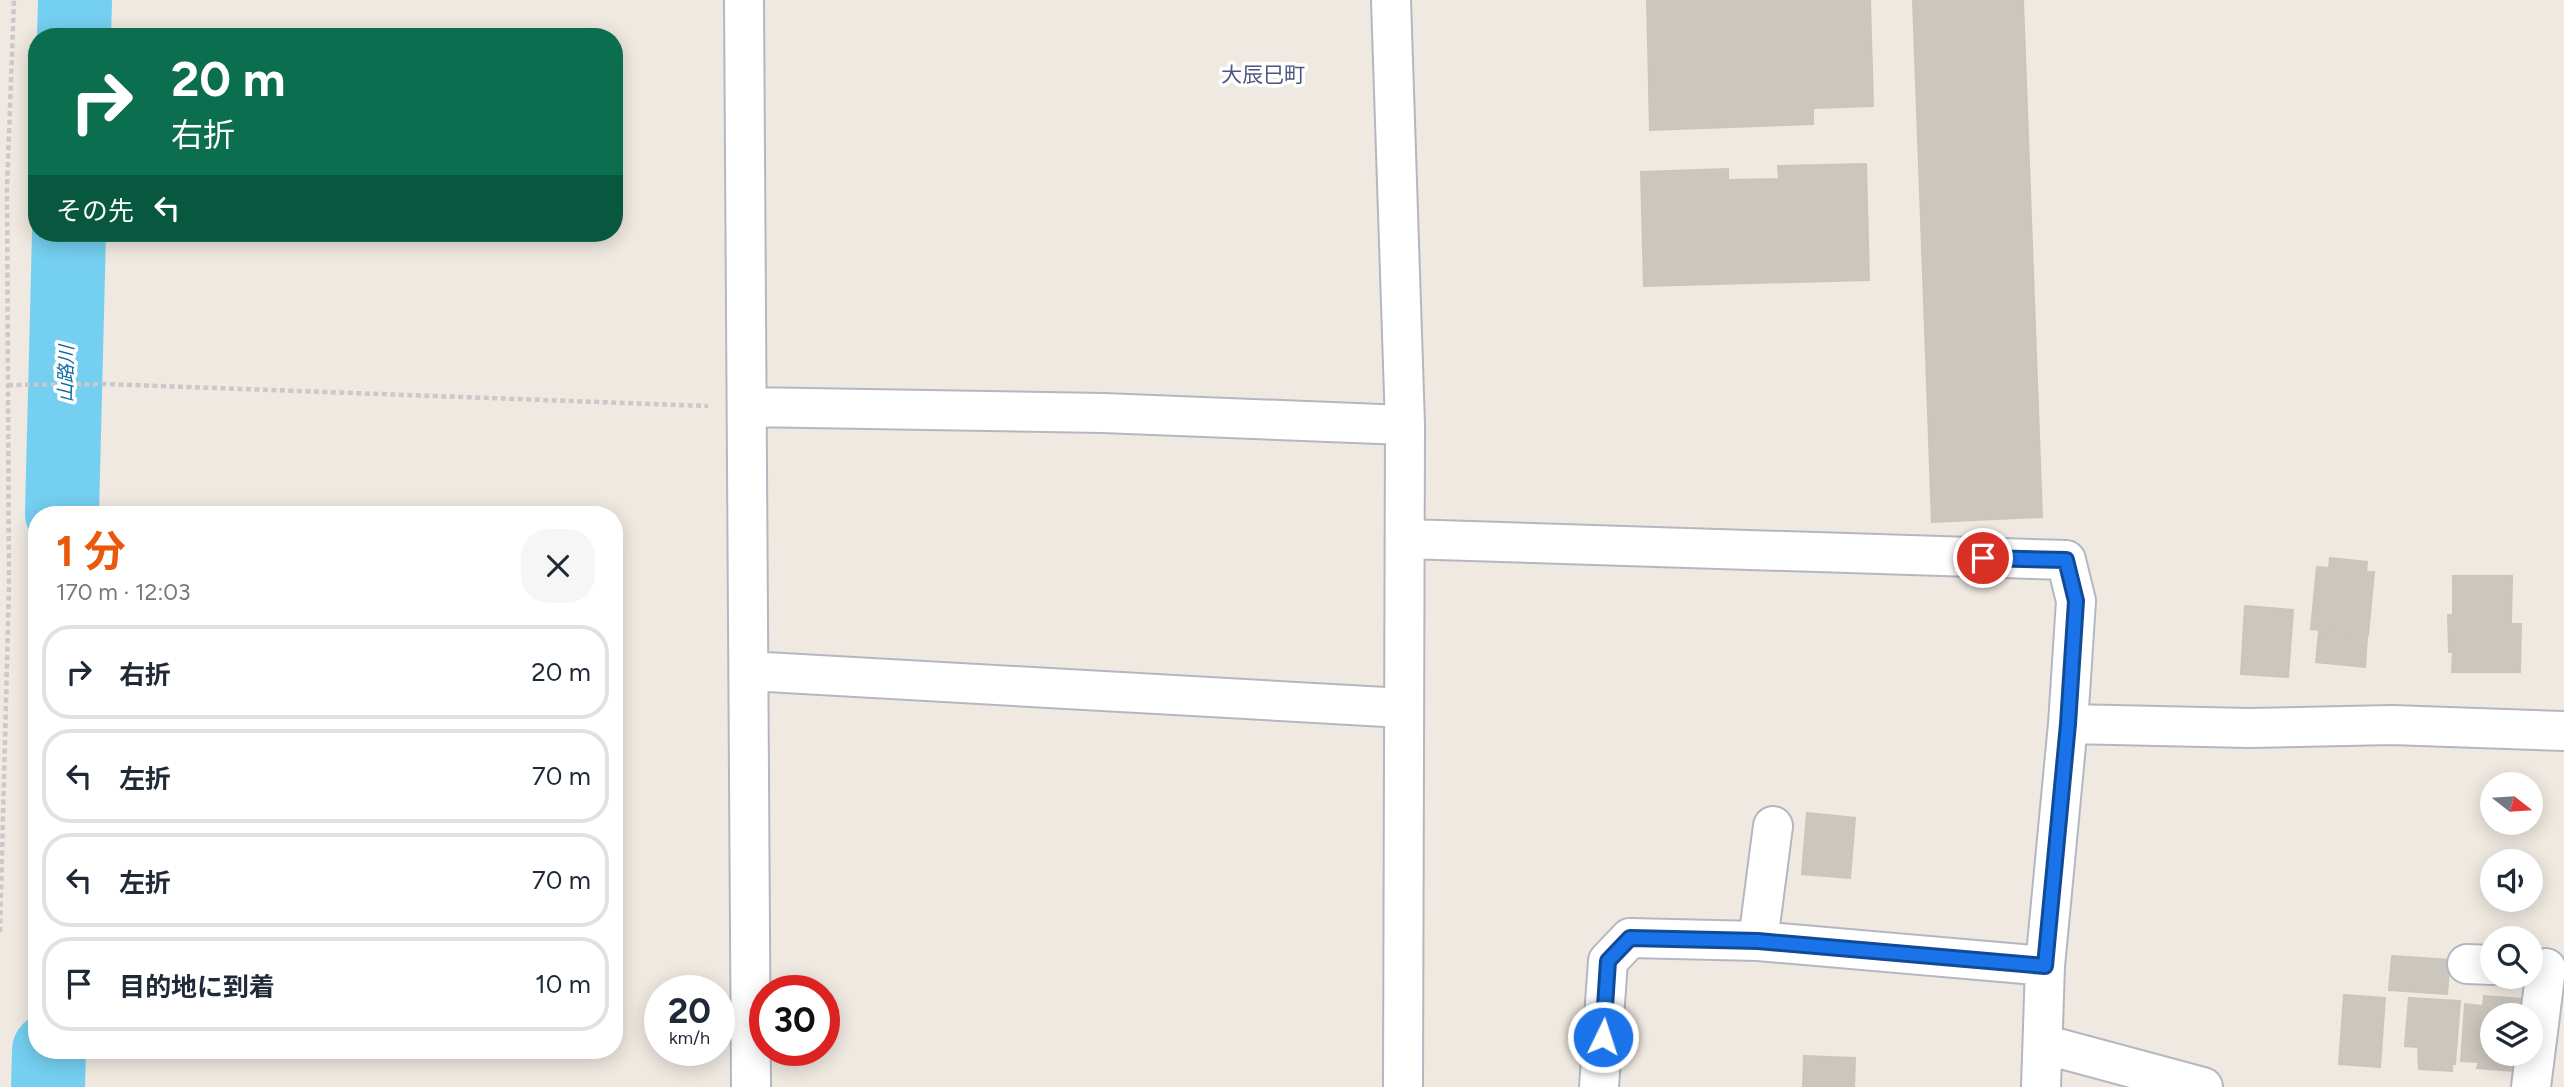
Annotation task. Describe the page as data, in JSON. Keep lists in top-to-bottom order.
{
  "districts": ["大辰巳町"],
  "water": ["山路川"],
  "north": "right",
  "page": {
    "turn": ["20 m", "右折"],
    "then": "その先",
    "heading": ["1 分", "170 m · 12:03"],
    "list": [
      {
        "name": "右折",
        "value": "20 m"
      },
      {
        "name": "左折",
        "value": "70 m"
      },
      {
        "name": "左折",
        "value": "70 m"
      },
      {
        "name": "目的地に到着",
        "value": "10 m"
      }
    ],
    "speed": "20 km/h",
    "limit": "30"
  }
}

Required action »
Print the data word for word and omit the pictures.

Response »
Annotation task. Describe the page as data, in JSON. Keep lists in top-to-bottom order.
{
  "districts": ["大辰巳町"],
  "water": ["山路川"],
  "north": "right",
  "page": {
    "turn": ["20 m", "右折"],
    "then": "その先",
    "heading": ["1 分", "170 m · 12:03"],
    "list": [
      {
        "name": "右折",
        "value": "20 m"
      },
      {
        "name": "左折",
        "value": "70 m"
      },
      {
        "name": "左折",
        "value": "70 m"
      },
      {
        "name": "目的地に到着",
        "value": "10 m"
      }
    ],
    "speed": "20 km/h",
    "limit": "30"
  }
}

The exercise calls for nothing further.